Snow White and the Seven Dwarfs (1937)

Disney’s Creative Changes That Made ‘Snow White’ A Cinematic Success

By: Domonique Salberg

Snow White set several successful precedents for the Walt Disney Studio: true love, princesses, and friendly animals, among many that we have come to recognize and enjoy. However, all characteristics are not found in the beloved original tale; so how did Walt incorporate them successfully, and why? It has much to do with the time of its release and the “Disney way,” which we will discuss here.

True Love the Disney Way

Thus, chosen as the first princess and animated feature-length film, Snow White is notably of its time then when the Grimm brothers published it. As a result, several changes were made to ensure the film’s success, such as bringing to life desired romantic themes and relevant political ideas of the time. Therefore, the first change is how Disney developed the love story from more than a momentary happening at the end to being entirely central for the plot. It was done by opening up the film with romantic music (“Someday My Prince Will Come”)— and a charming prince rather than bringing him in at the end.

However, arguably, the shift of the Queen’s request for lungs and liver into a request for Snow White’s heart for proof of her death is the most effective change. It was done to afford the film more mass appeal by toning down the darker parts of the story and that the heart in American popular culture is a symbol of love.

By the Queen ripping out her heart, she can then drive the film’s central plot home: the removal of love from Snow White’s life. Furthermore, the importance of this change moves the story from one of vanity to a love story, which is illustrated once more in the fact that the only antidote to the poisoned apple is true love. A “cure” that is said to be Disney’s original idea and now synonymous with the studio.

The Seven Dwarfs

The other significant change to Snow White was the role of the dwarfs and their persona, which was in the likeness of a child and the comedic relief. These traits were prevalent in other movies of the time. So, for Disney’s first feature, he put considerable work into the naming and characterization of each of the dwarf’s contrary to their nameless and collective depiction in the original.

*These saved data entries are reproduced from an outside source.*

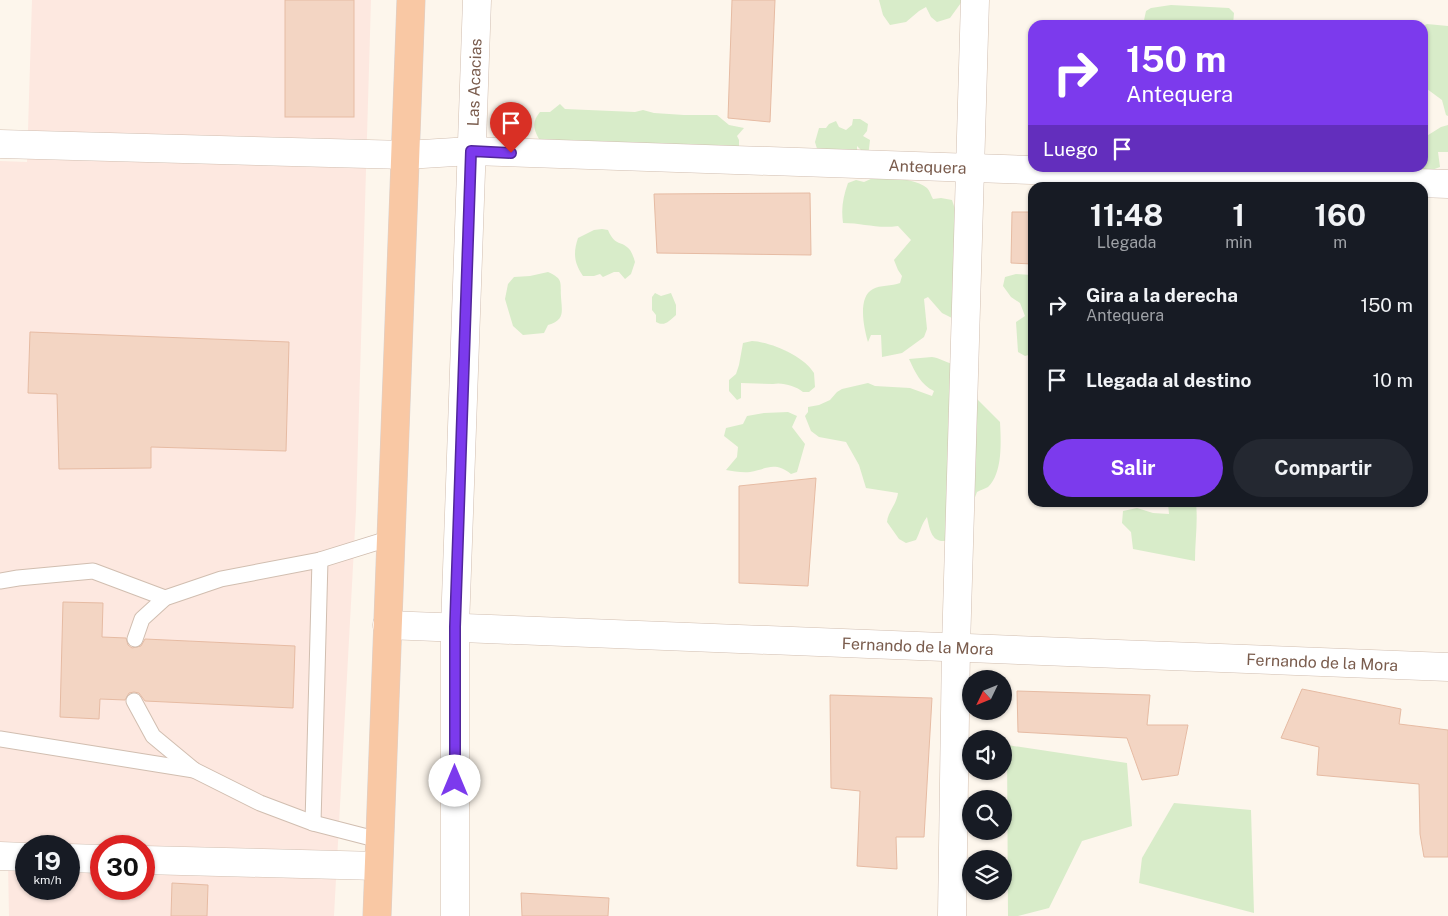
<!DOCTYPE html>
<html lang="es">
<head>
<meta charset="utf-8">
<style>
	body { margin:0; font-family:"Public Sans",sans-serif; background:#242831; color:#f1f3f6; height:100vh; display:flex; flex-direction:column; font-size:19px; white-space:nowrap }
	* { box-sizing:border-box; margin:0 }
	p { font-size:16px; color:#9ea1a6 }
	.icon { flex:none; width:28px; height:28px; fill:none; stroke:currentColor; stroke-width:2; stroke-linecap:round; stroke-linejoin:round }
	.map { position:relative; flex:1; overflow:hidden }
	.panel { position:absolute; left:1028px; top:182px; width:400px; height:325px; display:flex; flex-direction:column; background:#171b24; border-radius:15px; box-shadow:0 1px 4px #0004 }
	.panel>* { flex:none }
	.top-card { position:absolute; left:1028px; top:20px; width:400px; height:152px; border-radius:15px; box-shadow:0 1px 4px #0004; background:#7c3aed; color:#fff; overflow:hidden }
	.needle { width:32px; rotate:227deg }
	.controls { position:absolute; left:962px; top:670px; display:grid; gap:10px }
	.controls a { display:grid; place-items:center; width:50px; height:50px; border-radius:50%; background:#171b24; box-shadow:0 1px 4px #0004; font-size:25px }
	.speed { position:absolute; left:15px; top:835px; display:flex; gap:10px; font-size:25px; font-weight:700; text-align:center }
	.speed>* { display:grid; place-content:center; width:65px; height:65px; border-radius:50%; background:#171b24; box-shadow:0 1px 4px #0004; line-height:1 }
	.speed small { font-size:12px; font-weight:400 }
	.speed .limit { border:8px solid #d22; background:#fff; color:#111 }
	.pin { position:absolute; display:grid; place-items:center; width:42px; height:42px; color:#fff; margin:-51px -21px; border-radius:50% 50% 50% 0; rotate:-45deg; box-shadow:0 0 5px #0007 }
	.pin .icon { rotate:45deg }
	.me { position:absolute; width:55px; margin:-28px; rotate:0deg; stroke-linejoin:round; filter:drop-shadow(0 0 4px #0008) }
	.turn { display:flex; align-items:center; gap:18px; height:105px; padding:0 15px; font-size:22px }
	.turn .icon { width:65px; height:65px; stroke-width:2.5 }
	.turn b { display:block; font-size:35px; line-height:42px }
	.then { display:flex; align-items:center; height:48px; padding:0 15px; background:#0003; gap:10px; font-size:19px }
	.eta { display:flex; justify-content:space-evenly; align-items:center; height:85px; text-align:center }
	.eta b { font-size:30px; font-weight:700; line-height:35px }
	.cta { display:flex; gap:10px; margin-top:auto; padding:10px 15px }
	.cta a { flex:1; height:58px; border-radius:30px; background:#7c3aed; color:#fff; font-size:20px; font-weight:700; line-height:58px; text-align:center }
	.cta a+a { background:#242831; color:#f1f3f6 }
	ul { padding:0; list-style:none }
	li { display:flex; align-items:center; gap:15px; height:75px; padding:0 15px }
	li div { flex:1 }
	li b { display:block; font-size:19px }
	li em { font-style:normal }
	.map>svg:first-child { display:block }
	.commercial { fill:#fde8e0; fill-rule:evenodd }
	.green { fill:#d8ecc9 }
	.building { fill:#f3d5c3; stroke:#e6bba3 }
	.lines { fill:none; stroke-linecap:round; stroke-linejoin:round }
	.service-casing { stroke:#d1beb0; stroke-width:17 }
	.minor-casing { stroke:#d1beb0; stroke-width:29 }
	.trunk-casing { stroke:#dad1cd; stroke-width:29 }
	.service { stroke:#fff; stroke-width:15 }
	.minor { stroke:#fff; stroke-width:28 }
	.trunk { stroke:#f9c8a4; stroke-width:28 }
	.route-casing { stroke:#51269a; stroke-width:12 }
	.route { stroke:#7c3aed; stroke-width:9 }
	.labels { text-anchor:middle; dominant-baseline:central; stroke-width:4; stroke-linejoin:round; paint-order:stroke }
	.street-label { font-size:16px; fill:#7a5c4d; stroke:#fffaf3 }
</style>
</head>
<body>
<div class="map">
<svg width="1448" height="916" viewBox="0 0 1448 916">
	<rect width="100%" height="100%" fill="#fdf6ec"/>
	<path class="commercial" d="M 32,0 L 371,0 L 356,511 L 334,916 L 9,916 L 8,863 L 0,862 L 0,161 L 27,162 ZM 26,846 L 69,846 L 69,889 L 26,889 ZM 101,846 L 144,846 L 144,889 L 101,889 Z"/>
	<g class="green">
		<polygon points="879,0 963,0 950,18 937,22 931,17 926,7 919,11 906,22 890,25 883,15"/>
		<polygon points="1171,5 1229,8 1234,13 1233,25 1143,25 1146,11 1151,8"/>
		<polygon points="1427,24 1448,26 1448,116 1446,115 1442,100 1423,86 1423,26"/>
		<path d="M 560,104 L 565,109 L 635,112 L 643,110 L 654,113 L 684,115 L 717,115 L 729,125 L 744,128 L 737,136 L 739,140 L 739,147 L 543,146 C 536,133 529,125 540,112 L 550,112 Z"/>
		<polygon points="853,119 860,119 868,124 867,131 863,136 870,140 868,157 857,146 857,156 818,152 815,142 819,128 826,128 829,124 836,121 839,127 846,130 852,125"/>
		<polygon points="1448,125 1448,152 1438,152 1440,167 1432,170 1381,173 1382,168 1422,168 1423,135 1425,137 1441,127"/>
		<path d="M 893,175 C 903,181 918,180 927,188 C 930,191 931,196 933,199 L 941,198 L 952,200 L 957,215 L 952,318 L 942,313 L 928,297 L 924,299 L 927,329 L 924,337 L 902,353 L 882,357 L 881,335 L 871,335 L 868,342 C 864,329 857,297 873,289 C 880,285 892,286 900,283 L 902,276 L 898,270 L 894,260 L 911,240 L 898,226 C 877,229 863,223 843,223 C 841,208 843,197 848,183 L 856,180 L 864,182 L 873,178 Z"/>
		<path d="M 602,229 L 608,230 C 615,247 622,240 630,250 C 632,253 634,258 635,262 L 631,274 L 625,279 L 619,272 L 614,272 L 603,277 L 600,274 L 594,276 L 583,276 C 574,263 573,253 578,238 L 594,230 Z"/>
		<path d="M 548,272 C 564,279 560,283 561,297 C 562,312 565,320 548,325 L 544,333 L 523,335 L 513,326 L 505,299 L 508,284 L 514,277 L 530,276 Z"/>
		<polygon points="1016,274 1032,275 1032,354 1025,356 1018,352 1016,322 1025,316 1020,303 1011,297 1003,286 1005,277"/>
		<path d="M 655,293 L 661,296 L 671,293 L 676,305 L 676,315 C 669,321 665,327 656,322 L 656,315 L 652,310 L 652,297 Z"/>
		<path d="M 752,341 C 771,342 804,356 814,373 L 815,387 L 809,392 L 803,392 C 796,386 782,382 773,384 L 741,383 L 741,398 L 737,400 L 729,391 L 729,380 L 736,374 L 739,365 L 743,343 Z"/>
		<path d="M 932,357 C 940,358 945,362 953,364 L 950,540 C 932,545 930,531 927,517 C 922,523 920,532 916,540 L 906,543 L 899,539 L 887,522 C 888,511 896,506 898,493 L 866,488 L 859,465 L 846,442 L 819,437 L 811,431 L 805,416 L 808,412 L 808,407 L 819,405 L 830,400 L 837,392 L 842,389 L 868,383 L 875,386 L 910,388 L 932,396 L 934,391 C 921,385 915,372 909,359 Z"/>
		<path d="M 975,397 L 1000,422 C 1001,441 1003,473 988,487 C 985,489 980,490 977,492 L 974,500 Z"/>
		<path d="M 788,412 L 797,416 L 792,427 L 805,444 L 797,472 L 791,474 C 774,461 767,469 750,472 C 742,473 733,471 726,470 L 737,457 L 738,447 L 724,436 L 726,428 L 743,424 L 747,416 L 764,413 Z"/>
		<path d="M 1168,503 L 1196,503 C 1198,522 1195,541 1195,561 L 1133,549 L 1131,532 L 1122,523 L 1123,511 L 1137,508 L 1153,513 L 1169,514 Z"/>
		<polygon points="1007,745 1127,763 1132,826 1082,841 1049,908 1018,916 1008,916"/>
		<polygon points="1174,803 1251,810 1254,913 1139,883 1142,858"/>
	</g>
	<g class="building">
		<rect x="285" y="0" width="69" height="117"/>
		<polygon points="732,0 775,0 770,122 728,118"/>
		<polygon points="810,193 811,255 657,253 654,194"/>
		<polygon points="1012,212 1032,212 1032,264 1011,263"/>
		<polygon points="30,332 289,342 286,451 151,447 151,468 59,469 57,394 28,393"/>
		<polygon points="816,478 808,586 739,583 739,486"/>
		<polygon points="63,602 103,603 102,637 126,638 128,645 132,648 141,646 145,639 295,646 293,708 145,701 139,693 134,692 129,693 125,700 100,699 99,719 60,717"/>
		<polygon points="1302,689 1401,709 1399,724 1448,730 1448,857 1424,857 1420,834 1419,784 1317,775 1319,747 1281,738"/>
		<polygon points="1017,691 1150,695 1147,725 1188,725 1178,775 1142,780 1127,738 1018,732"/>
		<polygon points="830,695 932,698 924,837 896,837 897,869 857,866 860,791 831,788"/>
		<polygon points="172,883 208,885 207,916 171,916"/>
		<polygon points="521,893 609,898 608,916 522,916"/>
	</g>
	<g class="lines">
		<g class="service-casing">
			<g id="service">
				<polyline points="0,581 18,578 93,571 165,598"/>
				<polyline points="135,639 142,619 165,598 221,579 320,560 391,538"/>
				<polyline points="134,701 153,736 194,770 260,803 313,823 379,840"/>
				<polyline points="0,739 194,770"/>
				<polyline points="313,823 320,560"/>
			</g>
		</g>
		<g class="minor-casing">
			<g id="minor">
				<path id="s1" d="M 0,144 L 406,155 L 471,151 L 1448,184"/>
				<path id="s2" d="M 387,625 L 1448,667"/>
				<polyline points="0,856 26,857"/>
				<polyline points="69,858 101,859"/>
				<polyline points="144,860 378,866"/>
				<path id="s3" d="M 455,916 L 455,627 L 477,0"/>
				<polyline points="952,916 956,647 975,0"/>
			</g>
		</g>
		<g class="trunk-casing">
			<polyline id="trunk" points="377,916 411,0"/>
		</g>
		<use href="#service" class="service"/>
		<use href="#minor" class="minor"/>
		<use href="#trunk" class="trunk"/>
	</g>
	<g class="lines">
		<g class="route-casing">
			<polyline id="route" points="455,781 455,627 471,151 511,153"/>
		</g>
		<use href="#route" class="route"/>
	</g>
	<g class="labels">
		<g class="street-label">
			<text stroke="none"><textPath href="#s3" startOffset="834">Las Acacias</textPath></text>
			<text stroke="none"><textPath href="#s1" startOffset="928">Antequera</textPath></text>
			<text stroke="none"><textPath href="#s2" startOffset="531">Fernando de la Mora</textPath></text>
			<text stroke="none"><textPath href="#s2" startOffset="936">Fernando de la Mora</textPath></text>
		</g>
	</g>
</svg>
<div class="controls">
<a><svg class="needle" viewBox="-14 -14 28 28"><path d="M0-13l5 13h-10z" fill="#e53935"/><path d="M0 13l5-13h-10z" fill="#9ea1a6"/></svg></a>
<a><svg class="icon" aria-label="sound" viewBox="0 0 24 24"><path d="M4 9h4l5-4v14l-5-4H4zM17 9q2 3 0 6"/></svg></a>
<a><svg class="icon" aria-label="search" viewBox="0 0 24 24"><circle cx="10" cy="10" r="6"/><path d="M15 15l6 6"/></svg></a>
<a><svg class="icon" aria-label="layers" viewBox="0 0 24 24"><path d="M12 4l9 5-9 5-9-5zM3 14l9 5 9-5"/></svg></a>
</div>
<div class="speed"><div>19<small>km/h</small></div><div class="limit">30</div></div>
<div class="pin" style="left:511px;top:153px;background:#d93025"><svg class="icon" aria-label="arrive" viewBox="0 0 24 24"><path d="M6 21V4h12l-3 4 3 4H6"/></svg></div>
<svg class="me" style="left:455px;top:781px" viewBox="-20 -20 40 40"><circle r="19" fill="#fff"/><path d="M0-13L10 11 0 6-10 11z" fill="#7c3aed"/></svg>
<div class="top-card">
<div class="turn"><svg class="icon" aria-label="right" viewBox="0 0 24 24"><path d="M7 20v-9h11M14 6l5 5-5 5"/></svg><div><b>150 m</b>Antequera</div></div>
<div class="then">Luego<svg class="icon" aria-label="arrive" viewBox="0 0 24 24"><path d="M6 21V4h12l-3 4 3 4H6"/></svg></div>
</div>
<section class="panel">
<div class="eta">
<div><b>11:48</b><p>Llegada</p></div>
<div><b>1</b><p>min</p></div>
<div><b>160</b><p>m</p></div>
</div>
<ul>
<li><svg class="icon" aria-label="right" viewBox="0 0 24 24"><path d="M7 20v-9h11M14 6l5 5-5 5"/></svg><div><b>Gira a la derecha</b><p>Antequera</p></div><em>150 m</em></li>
<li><svg class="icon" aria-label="arrive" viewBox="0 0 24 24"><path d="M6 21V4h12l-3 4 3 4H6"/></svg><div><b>Llegada al destino</b></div><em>10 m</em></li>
</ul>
<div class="cta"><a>Salir</a><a>Compartir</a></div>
</section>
</div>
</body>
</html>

On top of their distinct personalities and characterization, their roles became more passive in the Disney version. It is shown in how Snow White lays down the rules for her staying, wherein the original they were much more assertive and decided to the condition of her stay. Presenting them in a child-like manner could be why they were less conflicting and what made them more believable of a 14-year-old girl living with seven grown men. 

Death In Snow White 

Lastly, Disney cleverly dealt with and incorporated the dark themes of the original to keep it suitable for children. Such as how the many death attempts by the Queen to take Snow’s life in Grimm’s story were reduced to one attempt. He then limited the attention to death in two distinct ways. First, when Snow White bites the poisonous apple and dies. Disney then chooses to focus on the Queen and only shows Snow after falling while the apple rolls from her hand. The next shot shows her in a dead-like state, but she appears to be merely sleeping, not dead.

The subsequent veiled death happens when the Queen dies. When the dwarfs chase her to a cliff, she attempts to push a boulder down onto the dwarfs. She fails, and as a result, accidentally causes the cliff she is standing on to fall. Disney approaching the Queen’s death this way removes the idea of her being murdered and turns it into an accident, and leaves her death ambiguous. Thus, subduing the darker themes, making love the focus, and the addition of humor all served to reach the biggest market, capture sentiments of the time, and bring joy during a grim chapter in America.